[Collected data entries]

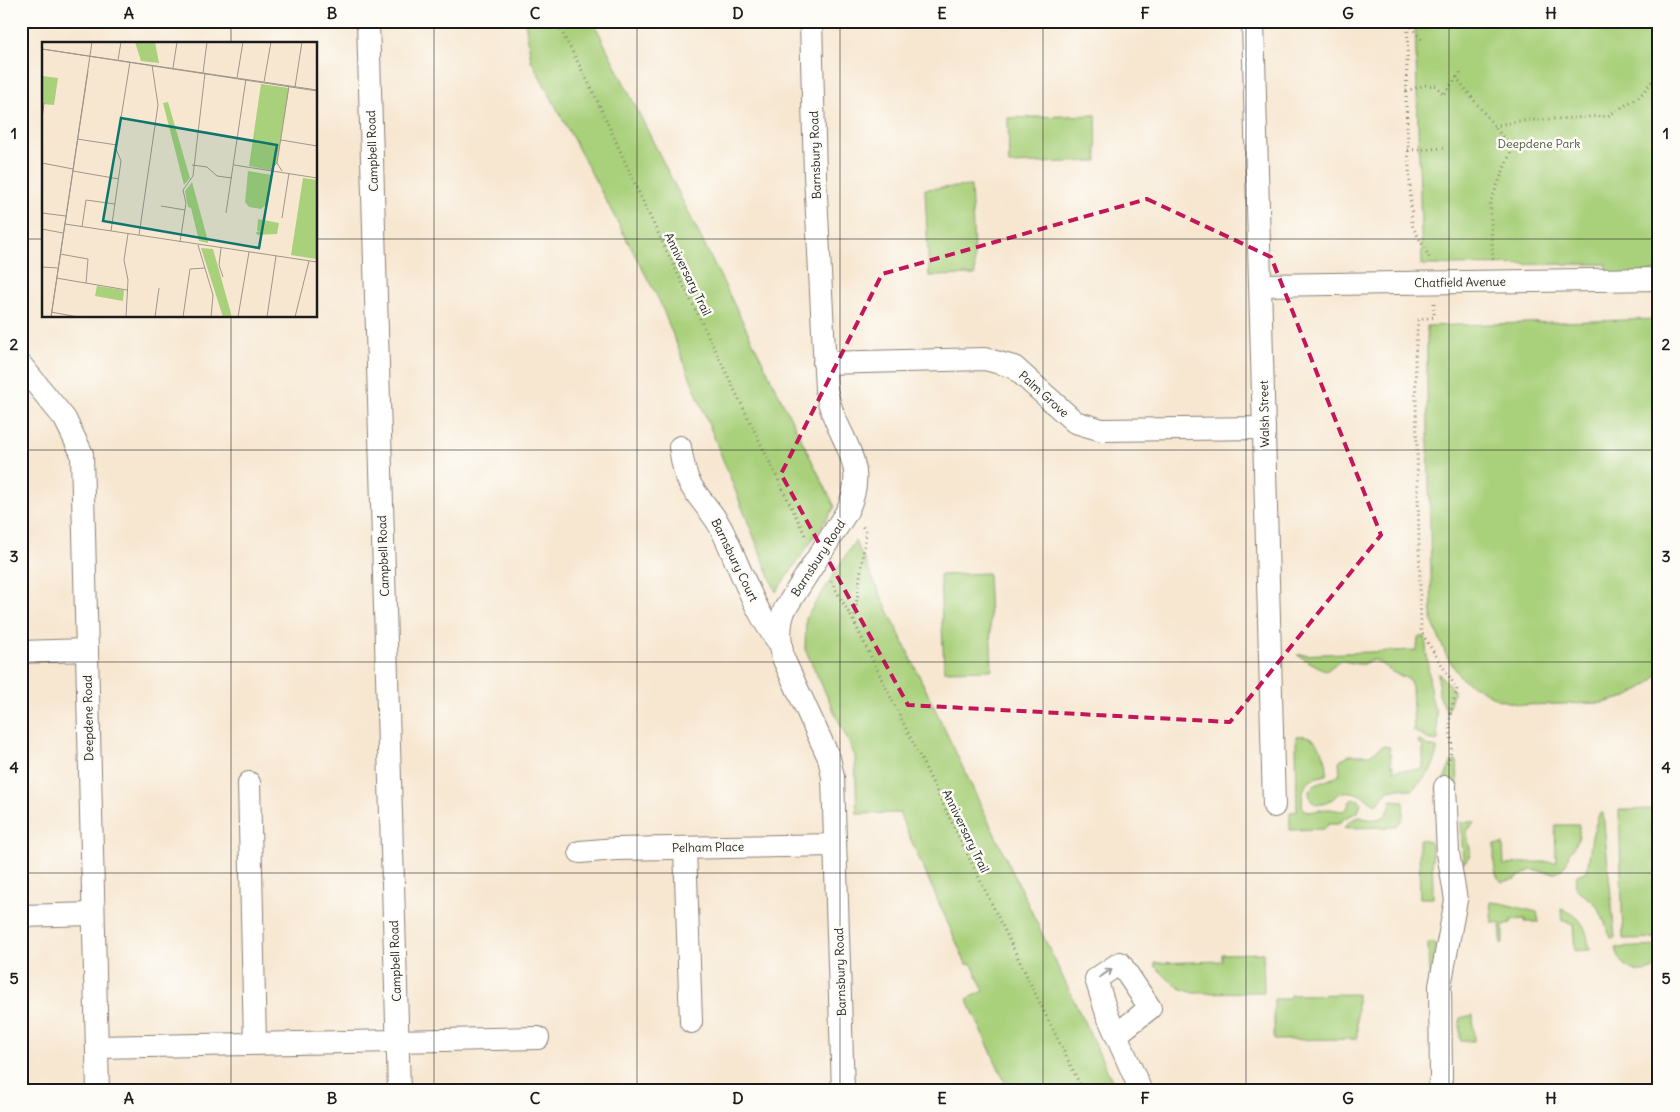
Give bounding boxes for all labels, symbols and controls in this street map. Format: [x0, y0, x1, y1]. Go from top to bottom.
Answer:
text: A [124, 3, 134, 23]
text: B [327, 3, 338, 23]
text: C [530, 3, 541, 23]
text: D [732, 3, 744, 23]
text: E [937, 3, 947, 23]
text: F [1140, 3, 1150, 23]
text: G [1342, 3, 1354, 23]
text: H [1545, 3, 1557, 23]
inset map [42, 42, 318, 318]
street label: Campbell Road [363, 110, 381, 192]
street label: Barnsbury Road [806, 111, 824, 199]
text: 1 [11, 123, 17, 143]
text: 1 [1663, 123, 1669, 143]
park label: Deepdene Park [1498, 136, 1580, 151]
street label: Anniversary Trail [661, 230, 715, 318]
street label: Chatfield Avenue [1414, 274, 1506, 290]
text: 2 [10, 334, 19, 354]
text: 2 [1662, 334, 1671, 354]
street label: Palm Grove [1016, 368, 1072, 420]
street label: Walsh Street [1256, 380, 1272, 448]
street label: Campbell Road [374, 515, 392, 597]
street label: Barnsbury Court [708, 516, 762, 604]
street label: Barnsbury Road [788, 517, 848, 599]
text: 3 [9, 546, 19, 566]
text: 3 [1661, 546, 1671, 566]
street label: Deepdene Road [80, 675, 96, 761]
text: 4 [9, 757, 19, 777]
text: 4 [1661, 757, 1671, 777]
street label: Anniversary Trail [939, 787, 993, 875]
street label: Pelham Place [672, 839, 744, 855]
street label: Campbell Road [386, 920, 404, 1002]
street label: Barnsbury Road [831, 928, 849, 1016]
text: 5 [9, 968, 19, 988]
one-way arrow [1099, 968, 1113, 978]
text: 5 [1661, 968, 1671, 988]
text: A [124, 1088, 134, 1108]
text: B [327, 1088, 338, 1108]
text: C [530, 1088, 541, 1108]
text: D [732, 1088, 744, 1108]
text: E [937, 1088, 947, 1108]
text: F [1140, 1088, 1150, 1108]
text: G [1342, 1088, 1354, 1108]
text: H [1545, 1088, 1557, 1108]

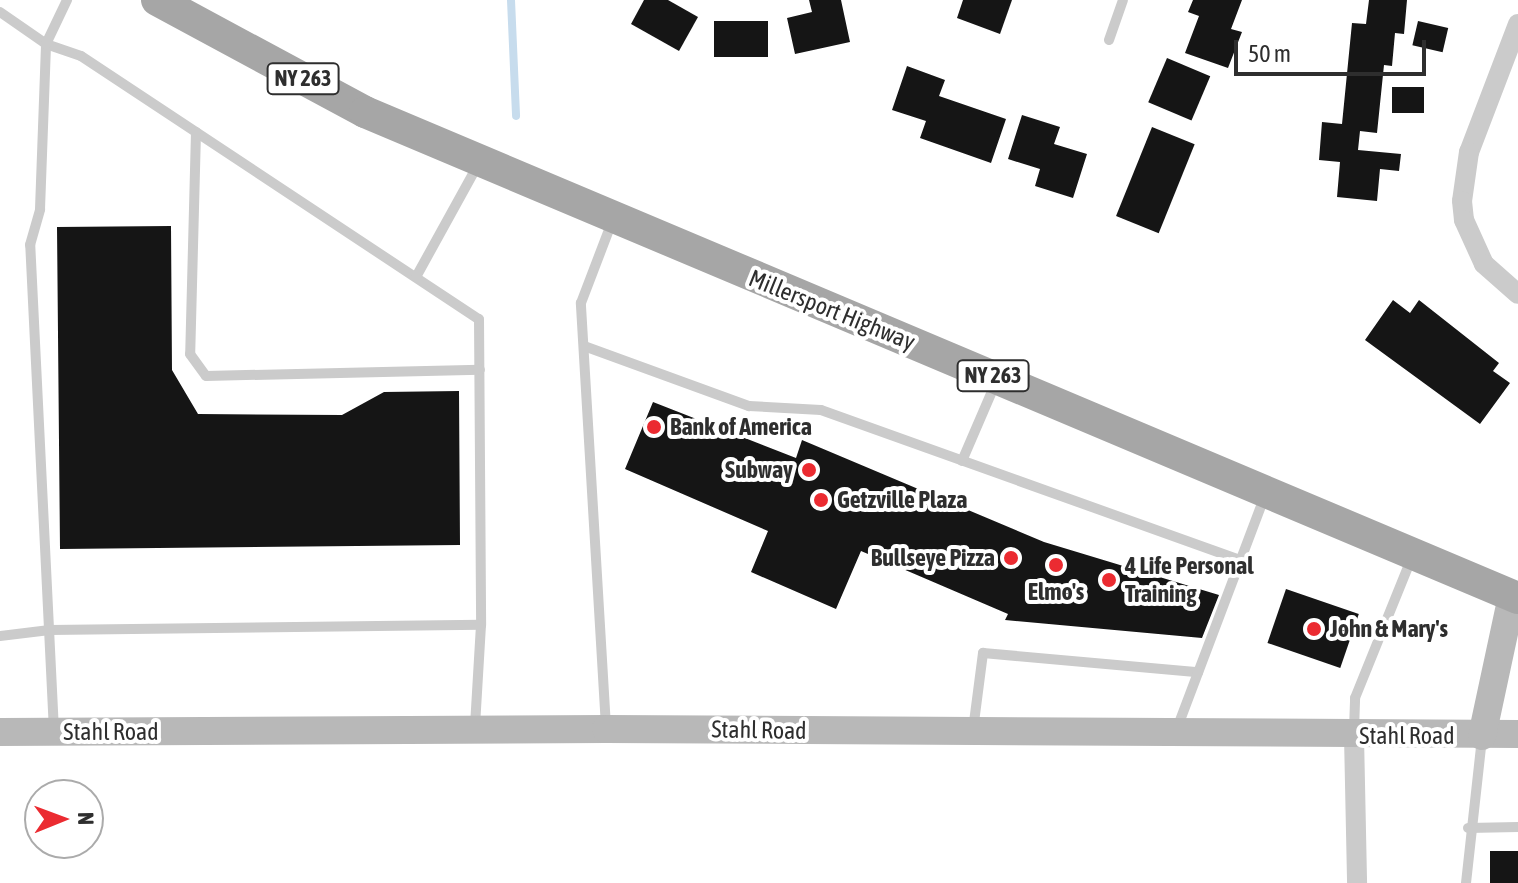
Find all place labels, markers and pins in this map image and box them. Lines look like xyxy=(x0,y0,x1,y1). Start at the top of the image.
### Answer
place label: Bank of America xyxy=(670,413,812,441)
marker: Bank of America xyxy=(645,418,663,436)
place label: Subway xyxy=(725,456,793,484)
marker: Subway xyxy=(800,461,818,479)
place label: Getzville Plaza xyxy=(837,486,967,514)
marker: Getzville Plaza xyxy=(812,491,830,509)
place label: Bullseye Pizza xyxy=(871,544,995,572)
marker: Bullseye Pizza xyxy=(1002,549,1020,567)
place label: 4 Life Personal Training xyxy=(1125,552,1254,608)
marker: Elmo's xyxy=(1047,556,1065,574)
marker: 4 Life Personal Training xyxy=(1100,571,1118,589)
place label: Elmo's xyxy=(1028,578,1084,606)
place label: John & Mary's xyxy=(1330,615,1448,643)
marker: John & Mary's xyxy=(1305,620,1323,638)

- Your instructions: Collect from the data above every line that includes "Bank".

- Answer below:
place label: Bank of America xyxy=(670,413,812,441)
marker: Bank of America xyxy=(645,418,663,436)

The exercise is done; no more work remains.